Open HoiM opened 2 years ago
Thanks for your great question! In general cases, each blend shape corresponds to some semantic meaning (smile, sad, etc.). But here we extend it such that the residual deformation is expressed as a linear combination of blend shapes, where each blend shape does not correspond to any semantic interpretation. I would say the "semantic" definition and how to learn them are somehow coupled: the blend shapes are an optimization target, such that the linear combination of them approximates the ground-truth best. For more details you might need to refer to the paper.
Hope it helps!
Thank you for your great work. After reading the paper, I still have some questions. So I hope you or anyone else can answer me if possible.
In the paper, the Residual Deformation Branch learns to predict blendshapes for each individual character. I'm wondering how these blendshapes are defined.
I'm not familiar with body blendshapes but as far as I know, blendshapes for facial expressions like jawOpen, eyeBlinkLeft, smileRight, etc., are semantically defined. In the paper[1], personalized facial blendshapes are learned via blendshape gradient loss function, which forces each of the generated blendshapes to have specific semantic meaning.

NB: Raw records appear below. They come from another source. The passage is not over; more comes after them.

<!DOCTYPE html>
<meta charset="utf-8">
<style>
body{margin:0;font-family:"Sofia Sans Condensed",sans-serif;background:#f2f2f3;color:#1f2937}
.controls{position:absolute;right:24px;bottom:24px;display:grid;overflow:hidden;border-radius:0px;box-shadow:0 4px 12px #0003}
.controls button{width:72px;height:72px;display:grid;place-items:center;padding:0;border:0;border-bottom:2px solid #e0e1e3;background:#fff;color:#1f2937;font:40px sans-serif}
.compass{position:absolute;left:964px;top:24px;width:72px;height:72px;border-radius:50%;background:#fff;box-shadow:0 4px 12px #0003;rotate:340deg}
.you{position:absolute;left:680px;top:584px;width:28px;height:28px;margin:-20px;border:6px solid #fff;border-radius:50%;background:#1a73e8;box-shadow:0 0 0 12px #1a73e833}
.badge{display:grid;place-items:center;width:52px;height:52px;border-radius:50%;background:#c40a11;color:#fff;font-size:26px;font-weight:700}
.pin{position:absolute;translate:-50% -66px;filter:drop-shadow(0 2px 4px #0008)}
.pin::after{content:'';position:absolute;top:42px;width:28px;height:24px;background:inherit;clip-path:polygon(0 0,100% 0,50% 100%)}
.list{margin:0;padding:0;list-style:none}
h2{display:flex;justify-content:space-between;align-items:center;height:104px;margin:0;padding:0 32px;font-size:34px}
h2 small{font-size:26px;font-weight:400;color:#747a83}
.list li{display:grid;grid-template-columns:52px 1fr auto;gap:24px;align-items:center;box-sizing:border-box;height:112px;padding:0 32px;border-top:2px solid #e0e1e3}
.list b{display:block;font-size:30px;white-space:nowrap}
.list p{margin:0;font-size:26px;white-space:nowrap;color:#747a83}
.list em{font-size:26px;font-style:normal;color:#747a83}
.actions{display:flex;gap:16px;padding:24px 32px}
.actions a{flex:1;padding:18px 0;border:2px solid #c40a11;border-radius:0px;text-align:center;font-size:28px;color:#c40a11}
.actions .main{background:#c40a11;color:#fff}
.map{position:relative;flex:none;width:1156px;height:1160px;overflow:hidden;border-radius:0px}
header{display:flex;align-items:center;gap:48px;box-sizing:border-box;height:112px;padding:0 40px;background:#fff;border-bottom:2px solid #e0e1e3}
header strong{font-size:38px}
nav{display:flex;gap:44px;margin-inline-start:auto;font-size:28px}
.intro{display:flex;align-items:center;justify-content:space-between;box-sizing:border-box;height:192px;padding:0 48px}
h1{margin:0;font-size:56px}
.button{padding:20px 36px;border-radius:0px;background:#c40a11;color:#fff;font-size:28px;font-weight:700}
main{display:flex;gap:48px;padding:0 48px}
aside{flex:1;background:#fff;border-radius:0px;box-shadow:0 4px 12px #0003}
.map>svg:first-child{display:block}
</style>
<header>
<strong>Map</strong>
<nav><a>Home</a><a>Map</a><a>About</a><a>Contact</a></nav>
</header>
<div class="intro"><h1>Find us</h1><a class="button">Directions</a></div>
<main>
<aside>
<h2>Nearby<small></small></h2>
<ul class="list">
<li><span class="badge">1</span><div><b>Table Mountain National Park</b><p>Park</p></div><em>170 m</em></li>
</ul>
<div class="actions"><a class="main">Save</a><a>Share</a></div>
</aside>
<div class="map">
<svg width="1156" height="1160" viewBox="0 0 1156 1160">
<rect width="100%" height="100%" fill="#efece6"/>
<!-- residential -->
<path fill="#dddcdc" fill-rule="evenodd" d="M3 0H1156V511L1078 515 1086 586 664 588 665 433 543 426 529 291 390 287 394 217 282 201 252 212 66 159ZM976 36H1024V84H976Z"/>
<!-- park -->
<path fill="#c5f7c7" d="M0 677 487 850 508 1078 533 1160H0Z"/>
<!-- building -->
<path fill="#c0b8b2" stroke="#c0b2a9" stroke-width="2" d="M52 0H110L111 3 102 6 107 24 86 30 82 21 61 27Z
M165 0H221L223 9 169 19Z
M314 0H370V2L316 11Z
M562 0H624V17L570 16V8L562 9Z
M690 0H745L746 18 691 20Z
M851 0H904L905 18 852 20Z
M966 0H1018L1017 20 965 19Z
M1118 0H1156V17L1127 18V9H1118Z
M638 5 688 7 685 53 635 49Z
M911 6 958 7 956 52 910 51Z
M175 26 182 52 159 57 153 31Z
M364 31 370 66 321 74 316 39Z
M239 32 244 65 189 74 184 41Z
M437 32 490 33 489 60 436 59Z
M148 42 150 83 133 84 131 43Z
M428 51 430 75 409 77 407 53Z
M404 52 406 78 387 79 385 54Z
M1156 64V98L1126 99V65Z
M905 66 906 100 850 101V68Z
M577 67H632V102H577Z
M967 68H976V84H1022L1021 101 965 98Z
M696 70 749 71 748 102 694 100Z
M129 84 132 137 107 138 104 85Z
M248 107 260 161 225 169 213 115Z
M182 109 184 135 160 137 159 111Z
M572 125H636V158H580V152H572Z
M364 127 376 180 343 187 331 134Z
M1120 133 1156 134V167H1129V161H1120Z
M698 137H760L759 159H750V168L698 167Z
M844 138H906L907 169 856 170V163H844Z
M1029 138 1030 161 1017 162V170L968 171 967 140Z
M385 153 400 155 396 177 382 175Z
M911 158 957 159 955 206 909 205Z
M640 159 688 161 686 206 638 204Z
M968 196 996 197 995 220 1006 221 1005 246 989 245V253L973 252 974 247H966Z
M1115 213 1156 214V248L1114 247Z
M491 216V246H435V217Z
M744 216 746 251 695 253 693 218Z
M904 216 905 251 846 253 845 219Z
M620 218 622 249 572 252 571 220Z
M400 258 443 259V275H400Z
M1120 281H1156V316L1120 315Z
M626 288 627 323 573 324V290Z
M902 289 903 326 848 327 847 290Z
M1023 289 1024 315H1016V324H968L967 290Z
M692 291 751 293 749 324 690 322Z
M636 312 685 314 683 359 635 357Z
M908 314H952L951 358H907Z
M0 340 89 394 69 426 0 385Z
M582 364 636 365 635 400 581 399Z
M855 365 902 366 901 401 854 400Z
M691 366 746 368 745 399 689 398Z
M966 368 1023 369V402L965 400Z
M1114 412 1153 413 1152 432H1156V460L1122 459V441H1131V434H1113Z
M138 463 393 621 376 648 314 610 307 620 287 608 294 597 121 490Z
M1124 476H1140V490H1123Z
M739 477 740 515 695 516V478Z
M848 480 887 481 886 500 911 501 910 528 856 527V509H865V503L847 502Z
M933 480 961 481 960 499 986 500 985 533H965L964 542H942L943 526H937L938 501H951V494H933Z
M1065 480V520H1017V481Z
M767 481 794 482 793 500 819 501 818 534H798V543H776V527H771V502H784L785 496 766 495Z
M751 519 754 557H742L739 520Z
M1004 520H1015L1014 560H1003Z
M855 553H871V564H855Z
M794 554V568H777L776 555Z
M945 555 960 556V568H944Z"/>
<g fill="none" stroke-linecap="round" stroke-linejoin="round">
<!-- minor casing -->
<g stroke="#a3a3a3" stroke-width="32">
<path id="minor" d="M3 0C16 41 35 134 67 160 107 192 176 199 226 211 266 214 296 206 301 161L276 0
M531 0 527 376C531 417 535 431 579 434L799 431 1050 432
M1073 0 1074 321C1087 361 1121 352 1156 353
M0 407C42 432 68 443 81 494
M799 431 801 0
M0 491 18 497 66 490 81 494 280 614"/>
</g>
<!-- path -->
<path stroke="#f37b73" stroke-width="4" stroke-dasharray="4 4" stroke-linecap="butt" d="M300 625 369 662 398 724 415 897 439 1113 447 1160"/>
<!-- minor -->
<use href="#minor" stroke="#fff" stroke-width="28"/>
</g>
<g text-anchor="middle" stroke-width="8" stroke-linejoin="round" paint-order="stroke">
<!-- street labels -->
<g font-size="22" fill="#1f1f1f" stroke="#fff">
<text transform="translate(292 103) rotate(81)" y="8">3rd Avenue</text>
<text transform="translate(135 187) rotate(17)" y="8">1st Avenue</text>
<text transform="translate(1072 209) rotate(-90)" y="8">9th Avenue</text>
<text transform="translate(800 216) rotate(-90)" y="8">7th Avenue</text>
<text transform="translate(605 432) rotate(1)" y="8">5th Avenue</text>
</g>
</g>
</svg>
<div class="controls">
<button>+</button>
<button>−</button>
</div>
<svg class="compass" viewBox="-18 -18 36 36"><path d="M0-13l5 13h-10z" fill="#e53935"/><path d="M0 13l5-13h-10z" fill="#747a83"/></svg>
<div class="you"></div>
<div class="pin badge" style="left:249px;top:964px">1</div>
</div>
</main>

Another way to use blendshapes for facial expression is like what was done in MetaHuman[2] (Unreal Engine), where expressions are produced by bones. Blendshapes (called morph targets in Unreal Engine) are used to refine the face, which add more details. I think this is more similar to your work.
So I would like to know some details on your blendshapes: how they are defined, how they are learned, etc.
I really appreciate it if you could answer my questions.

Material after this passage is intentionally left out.